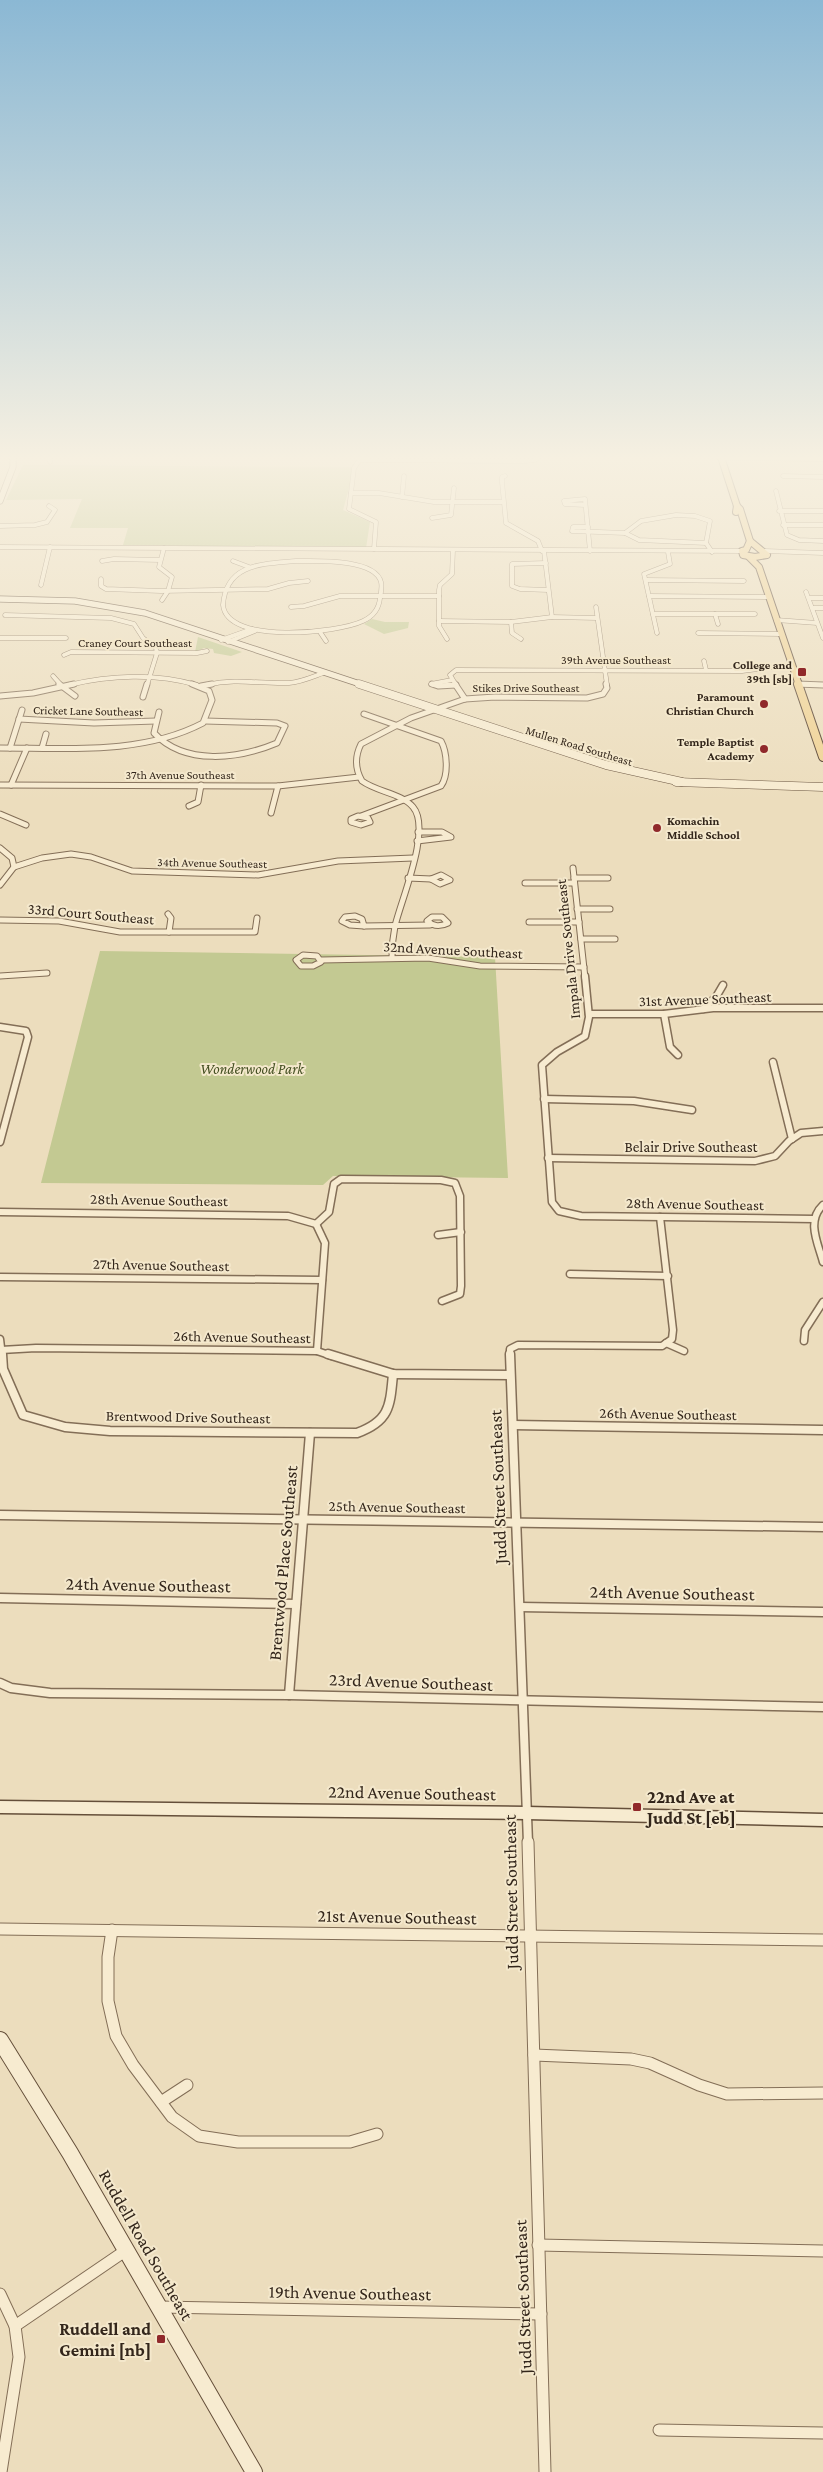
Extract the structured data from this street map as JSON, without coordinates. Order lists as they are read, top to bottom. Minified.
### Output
{"streets":{"street":["Craney Court Southeast","39th Avenue Southeast","Stikes Drive Southeast","Cricket Lane Southeast","Mullen Road Southeast","37th Avenue Southeast","34th Avenue Southeast","33rd Court Southeast","Impala Drive Southeast","32nd Avenue Southeast","31st Avenue Southeast","Belair Drive Southeast","28th Avenue Southeast","27th Avenue Southeast","26th Avenue Southeast","Brentwood Drive Southeast","Judd Street Southeast","25th Avenue Southeast","Brentwood Place Southeast","24th Avenue Southeast","23rd Avenue Southeast","22nd Avenue Southeast","21st Avenue Southeast","Ruddell Road Southeast","19th Avenue Southeast"]},"crossings":[["39th Avenue Southeast","Stikes Drive Southeast"],["Stikes Drive Southeast","Mullen Road Southeast"],["Stikes Drive Southeast","37th Avenue Southeast"],["Impala Drive Southeast","32nd Avenue Southeast"],["Impala Drive Southeast","31st Avenue Southeast"],["Impala Drive Southeast","Belair Drive Southeast"],["Impala Drive Southeast","28th Avenue Southeast"],["26th Avenue Southeast","Brentwood Drive Southeast"],["26th Avenue Southeast","Judd Street Southeast"],["Brentwood Drive Southeast","Brentwood Place Southeast"],["Judd Street Southeast","25th Avenue Southeast"],["Judd Street Southeast","24th Avenue Southeast"],["Judd Street Southeast","23rd Avenue Southeast"],["Judd Street Southeast","22nd Avenue Southeast"],["Judd Street Southeast","21st Avenue Southeast"],["Judd Street Southeast","19th Avenue Southeast"],["25th Avenue Southeast","Brentwood Place Southeast"],["Brentwood Place Southeast","24th Avenue Southeast"],["Brentwood Place Southeast","23rd Avenue Southeast"],["Ruddell Road Southeast","19th Avenue Southeast"]],"parks":["Wonderwood Park"],"places":{"transit":["College and 39th [sb]","22nd Ave at Judd St [eb]","Ruddell and Gemini [nb]"],"other":["Paramount Christian Church","Temple Baptist Academy","Komachin Middle School"]}}
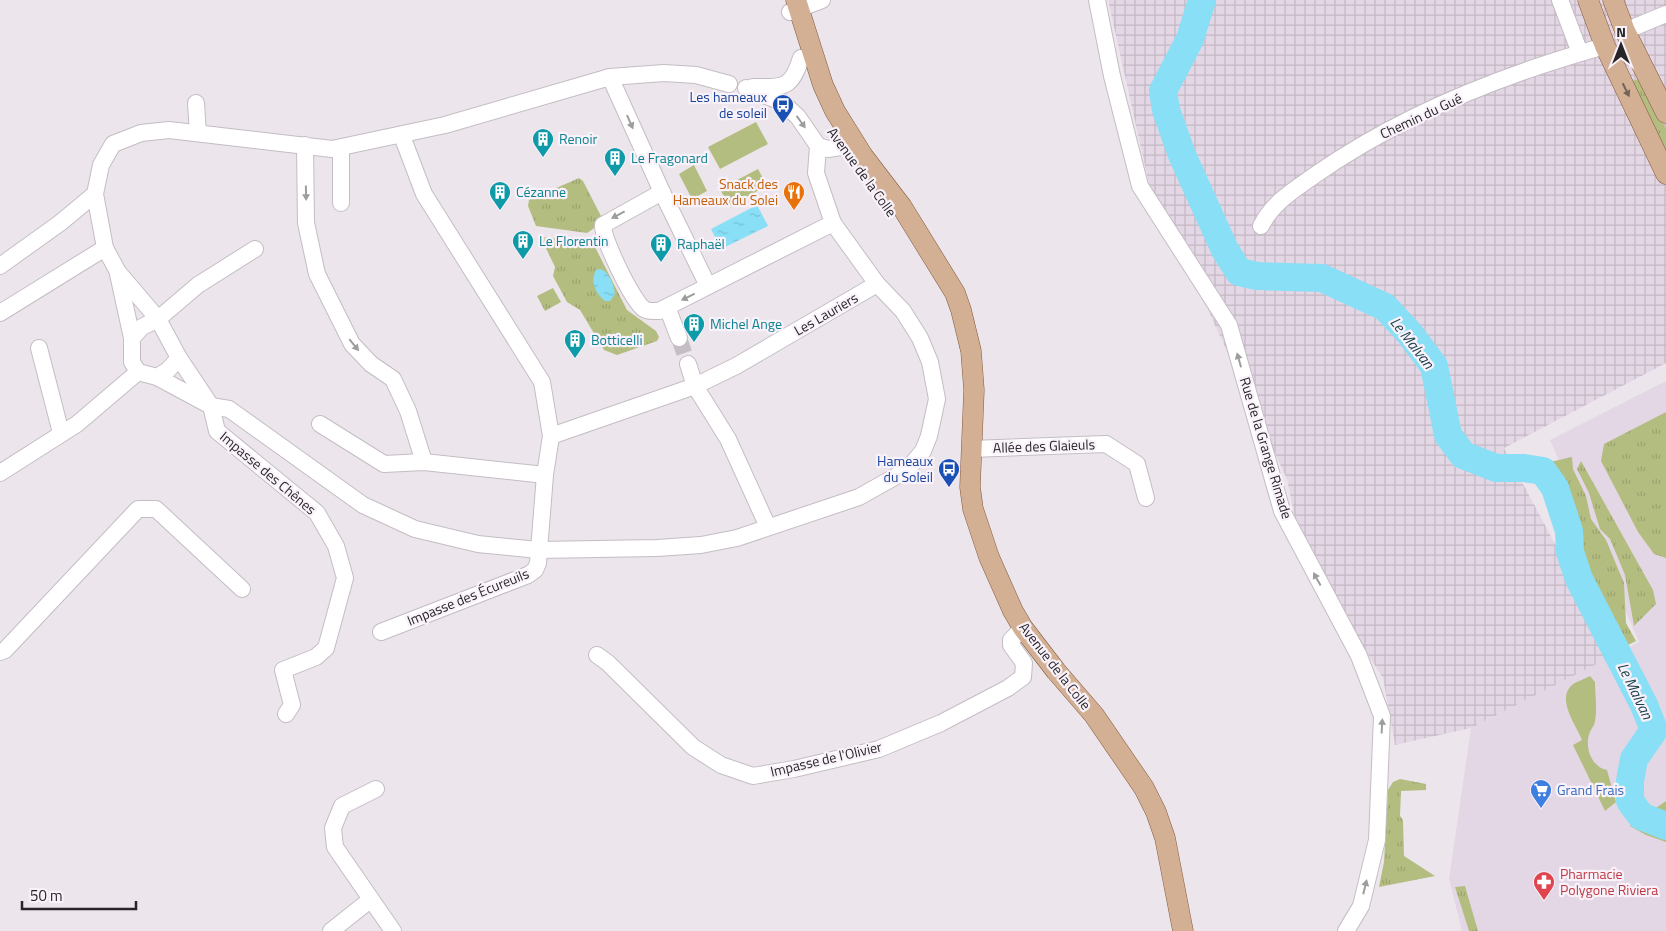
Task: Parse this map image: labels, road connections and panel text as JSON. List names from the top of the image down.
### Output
{
  "streets": {
    "main road": ["Avenue de la Colle"],
    "street": [
      "Chemin du Gué",
      "Les Lauriers",
      "Allée des Glaieuls",
      "Rue de la Grange Rimade",
      "Impasse des Chênes",
      "Impasse des Écureuils",
      "Impasse de l'Olivier"
    ]
  },
  "crossings": [
    ["Avenue de la Colle", "Allée des Glaieuls"],
    ["Avenue de la Colle", "Impasse de l'Olivier"],
    ["Les Lauriers", "Impasse des Écureuils"]
  ],
  "one_way": ["Rue de la Grange Rimade"],
  "water": ["Le Malvan"],
  "places": {
    "bus stop": ["Les hameaux de soleil", "Hameaux du Soleil"],
    "building": [
      "Renoir",
      "Le Fragonard",
      "Cézanne",
      "Le Florentin",
      "Raphaël",
      "Michel Ange",
      "Botticelli"
    ],
    "restaurant": ["Snack des Hameaux du Solei"],
    "supermarket": ["Grand Frais"],
    "pharmacy": ["Pharmacie Polygone Riviera"]
  },
  "scale_bar": "50 m",
  "north": "top"
}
----
Filter the entries down to the lines with the word "Olivier" in them, and copy those lines.

      "Impasse de l'Olivier"
    ["Avenue de la Colle", "Impasse de l'Olivier"],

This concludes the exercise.